Inspecting data files with pspp show

The pspp show command reads an SPSS data file and produces a report. The basic syntax is:

pspp show <MODE> <INPUT> [OUTPUT]

where <MODE> is a mode of operation (see below), <INPUT> is the SPSS data file to read, and [OUTPUT] is the output file name. If [OUTPUT] is omitted, output is written to the terminal.

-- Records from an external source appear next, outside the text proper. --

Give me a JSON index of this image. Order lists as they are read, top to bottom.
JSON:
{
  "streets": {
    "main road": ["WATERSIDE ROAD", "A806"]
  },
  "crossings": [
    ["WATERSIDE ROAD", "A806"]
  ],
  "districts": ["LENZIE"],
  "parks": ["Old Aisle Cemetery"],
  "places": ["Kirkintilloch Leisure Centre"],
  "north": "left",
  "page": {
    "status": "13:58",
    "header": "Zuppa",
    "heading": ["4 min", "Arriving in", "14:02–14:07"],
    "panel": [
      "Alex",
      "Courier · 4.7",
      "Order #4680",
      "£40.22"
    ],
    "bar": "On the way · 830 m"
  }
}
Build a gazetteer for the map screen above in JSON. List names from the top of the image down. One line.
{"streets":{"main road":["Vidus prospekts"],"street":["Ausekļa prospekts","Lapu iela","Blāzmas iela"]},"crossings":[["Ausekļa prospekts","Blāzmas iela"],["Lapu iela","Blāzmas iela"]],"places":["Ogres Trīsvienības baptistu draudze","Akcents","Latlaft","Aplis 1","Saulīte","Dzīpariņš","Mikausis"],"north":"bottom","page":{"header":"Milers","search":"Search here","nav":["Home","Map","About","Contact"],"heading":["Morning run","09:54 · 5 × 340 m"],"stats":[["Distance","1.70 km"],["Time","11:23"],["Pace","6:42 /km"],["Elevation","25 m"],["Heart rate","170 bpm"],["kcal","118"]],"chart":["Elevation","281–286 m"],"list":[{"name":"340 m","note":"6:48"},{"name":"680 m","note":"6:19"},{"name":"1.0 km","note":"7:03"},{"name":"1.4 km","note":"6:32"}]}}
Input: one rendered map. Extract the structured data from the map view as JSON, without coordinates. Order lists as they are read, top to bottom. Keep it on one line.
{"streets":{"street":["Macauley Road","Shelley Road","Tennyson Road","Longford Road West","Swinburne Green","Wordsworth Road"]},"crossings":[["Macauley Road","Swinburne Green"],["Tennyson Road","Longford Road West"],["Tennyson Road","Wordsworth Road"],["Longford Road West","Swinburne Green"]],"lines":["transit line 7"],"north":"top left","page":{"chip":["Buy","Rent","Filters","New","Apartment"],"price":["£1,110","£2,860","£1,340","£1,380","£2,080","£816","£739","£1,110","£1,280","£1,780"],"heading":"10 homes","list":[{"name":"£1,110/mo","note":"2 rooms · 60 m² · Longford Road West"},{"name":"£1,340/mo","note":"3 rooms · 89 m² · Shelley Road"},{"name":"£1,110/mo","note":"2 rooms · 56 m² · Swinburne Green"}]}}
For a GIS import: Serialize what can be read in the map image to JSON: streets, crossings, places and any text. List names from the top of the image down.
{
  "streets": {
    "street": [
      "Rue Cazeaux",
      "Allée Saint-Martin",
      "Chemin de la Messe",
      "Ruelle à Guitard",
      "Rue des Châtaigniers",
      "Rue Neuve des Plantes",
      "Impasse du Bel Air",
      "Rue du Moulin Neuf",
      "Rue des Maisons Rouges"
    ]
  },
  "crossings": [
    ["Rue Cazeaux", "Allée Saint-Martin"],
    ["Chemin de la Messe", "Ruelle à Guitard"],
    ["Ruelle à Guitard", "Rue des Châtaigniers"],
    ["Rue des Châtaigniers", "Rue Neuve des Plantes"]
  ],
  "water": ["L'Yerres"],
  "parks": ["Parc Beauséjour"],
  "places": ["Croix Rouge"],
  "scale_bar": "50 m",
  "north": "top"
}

The following <MODE>s are available:

  • identify: Outputs a line of text to stdout that identifies the basic kind of system file.

  • dictionary: Outputs the file dictionary in detail, including variables, value labels, attributes, documents, and so on. With --data, also outputs cases from the system file.

    This can be useful as an alternative to PSPP syntax commands such as SYSFILE INFO or DISPLAY DICTIONARY.

    pspp convert is a better way to convert a system file to another format.

  • encodings: Analyzes text data in the system file dictionary and (with --data) cases and produces a report that can help the user to figure out what character encoding the file uses.

    This is useful for old system files that don't identify their own encodings.

  • raw: Outputs the raw structure of the system file dictionary and (with --data) cases. This command does not assume a particular character encoding for the system file, which means that some of the dictionary can't be printed in detail, only in summary.

    This is useful for debugging how PSPP reads system files and for investigating cases of system file corruption, especially when the character encoding is unknown or uncertain.

  • decoded: Outputs the raw structure of the system file dictionary and (with --data) cases. Versus raw, this command does decode the dictionary and data with a particular character encoding, which allows it to fully interpret system file records.

    This is useful for debugging how PSPP reads system files and for investigating cases of system file corruption.

Options

The following options affect how pspp show reads <INPUT>:

  • --encoding <ENCODING>
    For modes decoded and dictionary, this reads the input file using the specified <ENCODING>, overriding the default.

    <ENCODING> must be one of the labels for encodings in the Encoding Standard. PSPP does not support UTF-16 or EBCDIC encodings in data files.

    pspp show encodings can help figure out the correct encoding for a system file.

  • --data [<MAX_CASES>]
    For modes raw, dictionary, and encodings, this instructs pspp show to read cases from the file. If <MAX_CASES> is given, then that sets a limit on the number of cases to read. Without this option, PSPP will not read any cases.

The following options affect how pspp show writes its output:

  • -f <FORMAT>
    --format <FORMAT>
    Specifies the format to use for output. <FORMAT> may be one of the following:

    • json: JSON using indentation and spaces for easy human consumption.
    • ndjson: Newline-delimited JSON.
    • output: Pivot tables with the PSPP output engine. Use -o for additional configuration.
    • discard: Do not produce any output.

    When these options are not used, the default output format is chosen based on the [OUTPUT] extension. If [OUTPUT] is not specified, then output defaults to JSON.

  • -o <OUTPUT_OPTIONS>
    Adds <OUTPUT_OPTIONS> to the output engine configuration.